Computational Fluid Dynamics Evaluation of Equivalency in Hemodynamic Alterations Between Driver, Integrity, and Similar Stents Implanted Into an Idealized Coronary Artery

Abstract

We tested the hypothesis that a slight modification in fabrication from the Driver to the Integrity stent (Medtronic) results in nearly equivalent distributions of wall shear stress (WSS) and mean exposure time (MET), reflective of flow stagnation, and that these differences are considerably less than the MultiLink Vision (Abbott Vascular) or BX Velocity (Cordis) bare metal stents when evaluated by computational fluid dynamics (CFD). Arteries were modeled as idealized straight rigid vessels without lesions. Two vessel diameters (2.25 and 3.0 mm) were studied for each stent and 2.75 mm diameter Integrity stents were also modeled to quantify the impact from bestand worstcase orientations of the stent struts relative to the primary blood flow direction. All stents were 18 mm in length and overdeployed by 10%. The results indicated that, regardless of diameter, the BX Velocity stents had the greatest percentage of the vessel exposed to adverse WSS followed by the Vision, Integrity, and Driver stents.
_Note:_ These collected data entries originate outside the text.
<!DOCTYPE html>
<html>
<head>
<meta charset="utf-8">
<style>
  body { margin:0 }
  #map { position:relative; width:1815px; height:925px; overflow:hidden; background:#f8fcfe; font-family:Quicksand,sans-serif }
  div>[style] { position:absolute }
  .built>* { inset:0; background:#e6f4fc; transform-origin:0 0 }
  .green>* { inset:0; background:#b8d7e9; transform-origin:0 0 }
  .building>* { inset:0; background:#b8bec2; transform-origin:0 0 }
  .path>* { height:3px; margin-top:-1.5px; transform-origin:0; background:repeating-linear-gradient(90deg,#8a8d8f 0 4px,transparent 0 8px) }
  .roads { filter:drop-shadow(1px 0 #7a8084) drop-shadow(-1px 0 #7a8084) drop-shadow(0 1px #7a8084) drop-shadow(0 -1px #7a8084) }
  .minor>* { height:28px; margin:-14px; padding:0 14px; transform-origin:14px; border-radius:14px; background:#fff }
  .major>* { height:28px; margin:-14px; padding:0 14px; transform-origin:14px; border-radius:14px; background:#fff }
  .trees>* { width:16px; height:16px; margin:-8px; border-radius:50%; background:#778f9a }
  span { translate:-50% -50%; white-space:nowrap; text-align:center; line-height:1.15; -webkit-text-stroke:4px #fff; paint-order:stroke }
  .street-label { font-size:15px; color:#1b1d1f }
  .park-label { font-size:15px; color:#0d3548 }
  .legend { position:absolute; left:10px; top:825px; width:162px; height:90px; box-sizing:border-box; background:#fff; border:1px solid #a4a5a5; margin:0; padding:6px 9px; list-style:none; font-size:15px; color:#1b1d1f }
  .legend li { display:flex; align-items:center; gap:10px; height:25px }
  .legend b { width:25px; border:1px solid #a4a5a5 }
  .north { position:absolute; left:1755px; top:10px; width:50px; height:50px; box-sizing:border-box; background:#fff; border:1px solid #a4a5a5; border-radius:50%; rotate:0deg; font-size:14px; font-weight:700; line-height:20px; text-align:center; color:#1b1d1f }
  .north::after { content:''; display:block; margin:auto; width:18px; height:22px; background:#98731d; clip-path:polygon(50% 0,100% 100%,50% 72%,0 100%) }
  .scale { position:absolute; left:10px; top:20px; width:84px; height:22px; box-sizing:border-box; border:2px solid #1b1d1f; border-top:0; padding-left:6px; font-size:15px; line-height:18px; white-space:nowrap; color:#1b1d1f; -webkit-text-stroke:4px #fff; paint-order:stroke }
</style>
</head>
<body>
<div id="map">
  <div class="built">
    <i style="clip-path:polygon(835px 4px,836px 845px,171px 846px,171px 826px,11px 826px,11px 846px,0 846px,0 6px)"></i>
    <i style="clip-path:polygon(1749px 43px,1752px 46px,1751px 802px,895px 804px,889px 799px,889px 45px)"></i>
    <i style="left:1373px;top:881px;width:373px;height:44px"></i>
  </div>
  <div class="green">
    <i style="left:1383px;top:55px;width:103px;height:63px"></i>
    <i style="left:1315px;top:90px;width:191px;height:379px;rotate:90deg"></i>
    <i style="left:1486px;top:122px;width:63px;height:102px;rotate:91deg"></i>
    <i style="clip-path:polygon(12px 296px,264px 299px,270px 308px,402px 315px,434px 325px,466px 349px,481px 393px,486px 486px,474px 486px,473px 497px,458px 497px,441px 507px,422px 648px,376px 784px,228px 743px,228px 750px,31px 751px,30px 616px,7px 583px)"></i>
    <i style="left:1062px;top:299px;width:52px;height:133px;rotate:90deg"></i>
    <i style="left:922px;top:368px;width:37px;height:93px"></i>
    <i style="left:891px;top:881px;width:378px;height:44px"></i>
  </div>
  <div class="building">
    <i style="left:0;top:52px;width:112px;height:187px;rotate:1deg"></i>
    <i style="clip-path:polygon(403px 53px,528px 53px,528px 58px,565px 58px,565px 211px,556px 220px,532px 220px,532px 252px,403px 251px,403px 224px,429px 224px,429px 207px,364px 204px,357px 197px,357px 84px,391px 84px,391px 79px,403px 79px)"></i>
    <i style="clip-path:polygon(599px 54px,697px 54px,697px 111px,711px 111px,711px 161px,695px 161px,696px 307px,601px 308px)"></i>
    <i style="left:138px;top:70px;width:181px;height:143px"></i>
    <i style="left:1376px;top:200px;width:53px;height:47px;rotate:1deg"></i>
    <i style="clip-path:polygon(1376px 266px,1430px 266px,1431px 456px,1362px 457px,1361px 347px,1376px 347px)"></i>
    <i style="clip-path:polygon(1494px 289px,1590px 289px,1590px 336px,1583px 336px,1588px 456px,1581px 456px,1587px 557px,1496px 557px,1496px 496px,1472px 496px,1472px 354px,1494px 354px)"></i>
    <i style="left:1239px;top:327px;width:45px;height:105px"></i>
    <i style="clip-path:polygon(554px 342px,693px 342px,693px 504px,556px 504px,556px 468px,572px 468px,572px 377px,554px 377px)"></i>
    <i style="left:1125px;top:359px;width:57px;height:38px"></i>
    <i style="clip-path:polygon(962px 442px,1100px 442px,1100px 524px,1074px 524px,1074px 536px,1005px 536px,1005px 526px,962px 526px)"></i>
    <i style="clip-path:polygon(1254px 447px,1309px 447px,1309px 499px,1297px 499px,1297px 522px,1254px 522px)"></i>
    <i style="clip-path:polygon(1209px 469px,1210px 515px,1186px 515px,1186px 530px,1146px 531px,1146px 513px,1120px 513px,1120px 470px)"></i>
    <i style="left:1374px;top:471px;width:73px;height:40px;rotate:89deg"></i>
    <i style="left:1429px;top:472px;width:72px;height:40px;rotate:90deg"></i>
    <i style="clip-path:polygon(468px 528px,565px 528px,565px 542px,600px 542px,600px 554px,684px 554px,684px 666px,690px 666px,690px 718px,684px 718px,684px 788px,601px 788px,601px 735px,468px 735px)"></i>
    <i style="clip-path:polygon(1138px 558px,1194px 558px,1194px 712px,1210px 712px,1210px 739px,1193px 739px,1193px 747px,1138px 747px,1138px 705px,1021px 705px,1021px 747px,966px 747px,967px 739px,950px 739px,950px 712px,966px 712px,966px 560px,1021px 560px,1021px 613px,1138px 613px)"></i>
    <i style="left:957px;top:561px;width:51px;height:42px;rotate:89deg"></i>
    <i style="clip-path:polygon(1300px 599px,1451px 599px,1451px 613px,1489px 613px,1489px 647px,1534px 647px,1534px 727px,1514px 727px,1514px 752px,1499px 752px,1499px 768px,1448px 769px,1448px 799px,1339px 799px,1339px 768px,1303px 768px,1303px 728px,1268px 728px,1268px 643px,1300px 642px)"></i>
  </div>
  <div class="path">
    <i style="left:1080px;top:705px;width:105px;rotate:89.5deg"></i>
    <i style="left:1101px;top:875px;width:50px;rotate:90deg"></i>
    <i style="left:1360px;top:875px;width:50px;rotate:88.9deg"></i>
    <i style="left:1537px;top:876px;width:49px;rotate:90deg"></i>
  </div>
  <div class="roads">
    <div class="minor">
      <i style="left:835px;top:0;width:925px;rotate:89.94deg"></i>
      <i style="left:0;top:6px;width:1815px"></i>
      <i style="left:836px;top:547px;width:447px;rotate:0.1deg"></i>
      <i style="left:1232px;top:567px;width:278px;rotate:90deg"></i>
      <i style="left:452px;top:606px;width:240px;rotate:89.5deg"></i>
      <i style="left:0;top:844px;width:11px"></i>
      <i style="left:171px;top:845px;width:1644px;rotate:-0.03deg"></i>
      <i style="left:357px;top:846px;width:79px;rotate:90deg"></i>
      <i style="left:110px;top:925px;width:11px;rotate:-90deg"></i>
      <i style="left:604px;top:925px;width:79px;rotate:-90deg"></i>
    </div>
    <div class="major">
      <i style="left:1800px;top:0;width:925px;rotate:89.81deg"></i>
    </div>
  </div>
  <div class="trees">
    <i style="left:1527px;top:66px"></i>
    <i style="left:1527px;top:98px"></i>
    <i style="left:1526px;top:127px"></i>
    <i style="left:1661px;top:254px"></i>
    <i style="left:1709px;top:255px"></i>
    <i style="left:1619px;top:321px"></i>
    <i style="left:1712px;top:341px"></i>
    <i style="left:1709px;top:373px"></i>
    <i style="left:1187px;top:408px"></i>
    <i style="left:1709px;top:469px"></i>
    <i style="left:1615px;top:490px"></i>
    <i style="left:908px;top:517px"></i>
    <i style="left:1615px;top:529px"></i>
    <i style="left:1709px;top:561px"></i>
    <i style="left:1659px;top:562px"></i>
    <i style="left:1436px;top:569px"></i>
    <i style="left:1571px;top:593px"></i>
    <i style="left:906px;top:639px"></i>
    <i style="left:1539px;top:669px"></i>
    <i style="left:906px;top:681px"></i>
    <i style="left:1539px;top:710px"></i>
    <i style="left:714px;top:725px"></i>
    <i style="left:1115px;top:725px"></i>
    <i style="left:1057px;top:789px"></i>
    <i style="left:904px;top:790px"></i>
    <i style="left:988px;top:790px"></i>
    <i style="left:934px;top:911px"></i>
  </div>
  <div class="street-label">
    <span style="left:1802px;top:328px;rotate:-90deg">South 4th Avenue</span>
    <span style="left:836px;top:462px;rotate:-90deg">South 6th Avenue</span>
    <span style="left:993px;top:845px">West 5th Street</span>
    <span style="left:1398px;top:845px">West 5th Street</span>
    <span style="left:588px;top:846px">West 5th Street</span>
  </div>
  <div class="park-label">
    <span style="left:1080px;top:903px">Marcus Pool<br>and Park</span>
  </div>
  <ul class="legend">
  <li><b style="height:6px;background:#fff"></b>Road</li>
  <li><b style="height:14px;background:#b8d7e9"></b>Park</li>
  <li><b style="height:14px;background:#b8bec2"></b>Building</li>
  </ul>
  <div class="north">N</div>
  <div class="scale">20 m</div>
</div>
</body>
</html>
In general, when strut thickness and stent:lumen ratio are similar, the orientation of struts is a determining factor for deleterious flow patterns. For a given stent, the number of struts was a larger determinant of adverse WSS and MET than strut orientation, suggesting that favorable blood flow patterns can be achieved by limiting struts to those providing adequate scaffolding. In conclusion, the Driver and Integrity stents both limit their number of linkages to those which provide adequate scaffolding while also maintaining similar strut thickness and stent:lumen ratios. The Integrity stent also imparts a slight helical velocity component. The modest difference in the fabrication approach between the Driver and Integrity stents is, therefore, not hemodynamically substantial in this idealized analysis, particularly relative to potentially adverse flow conditions introduced by the other stents modeled. This data was used in conjunction with associated regulatory filings and submitted to the FDA as part of the documents facilitating the recent approval for sale of the Resolute Integrity stent in the United States.